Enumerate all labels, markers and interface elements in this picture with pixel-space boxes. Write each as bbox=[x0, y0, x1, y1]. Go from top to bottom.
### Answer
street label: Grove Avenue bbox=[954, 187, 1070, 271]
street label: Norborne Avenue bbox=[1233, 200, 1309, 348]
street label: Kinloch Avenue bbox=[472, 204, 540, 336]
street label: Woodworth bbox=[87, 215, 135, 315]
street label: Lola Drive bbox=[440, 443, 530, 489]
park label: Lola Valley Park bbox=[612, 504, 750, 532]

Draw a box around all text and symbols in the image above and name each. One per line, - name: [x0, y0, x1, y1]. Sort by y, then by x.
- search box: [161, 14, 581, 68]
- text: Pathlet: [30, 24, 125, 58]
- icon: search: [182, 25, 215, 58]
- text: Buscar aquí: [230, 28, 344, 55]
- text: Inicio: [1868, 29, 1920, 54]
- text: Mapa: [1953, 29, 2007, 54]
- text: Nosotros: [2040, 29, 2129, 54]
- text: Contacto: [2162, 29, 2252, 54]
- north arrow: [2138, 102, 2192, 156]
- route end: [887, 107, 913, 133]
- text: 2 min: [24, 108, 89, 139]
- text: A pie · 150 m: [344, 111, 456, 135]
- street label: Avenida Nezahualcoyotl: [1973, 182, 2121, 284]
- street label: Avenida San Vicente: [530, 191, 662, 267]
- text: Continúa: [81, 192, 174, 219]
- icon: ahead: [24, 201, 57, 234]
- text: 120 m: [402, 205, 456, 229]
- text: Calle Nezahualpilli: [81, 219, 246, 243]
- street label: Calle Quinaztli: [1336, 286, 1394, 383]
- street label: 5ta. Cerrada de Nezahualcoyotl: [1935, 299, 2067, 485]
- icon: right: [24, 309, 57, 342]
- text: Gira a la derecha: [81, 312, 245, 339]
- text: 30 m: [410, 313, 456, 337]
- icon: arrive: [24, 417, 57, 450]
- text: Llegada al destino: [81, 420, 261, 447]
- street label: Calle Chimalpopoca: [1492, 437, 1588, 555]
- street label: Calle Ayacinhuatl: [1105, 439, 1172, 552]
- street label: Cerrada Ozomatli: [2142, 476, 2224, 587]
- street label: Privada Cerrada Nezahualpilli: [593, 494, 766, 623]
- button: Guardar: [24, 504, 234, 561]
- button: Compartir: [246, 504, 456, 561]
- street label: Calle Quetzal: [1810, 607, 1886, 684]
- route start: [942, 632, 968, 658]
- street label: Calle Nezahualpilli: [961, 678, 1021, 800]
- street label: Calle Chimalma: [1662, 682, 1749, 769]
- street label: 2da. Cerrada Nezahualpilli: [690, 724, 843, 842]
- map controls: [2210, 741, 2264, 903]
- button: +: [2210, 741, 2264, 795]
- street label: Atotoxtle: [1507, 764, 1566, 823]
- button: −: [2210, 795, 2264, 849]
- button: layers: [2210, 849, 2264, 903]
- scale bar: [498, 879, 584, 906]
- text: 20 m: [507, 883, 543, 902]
-=-=-
Problem description:
How many of the lines above include the word "bbox"? State that number and nothing else.

Answer for this exercise:
7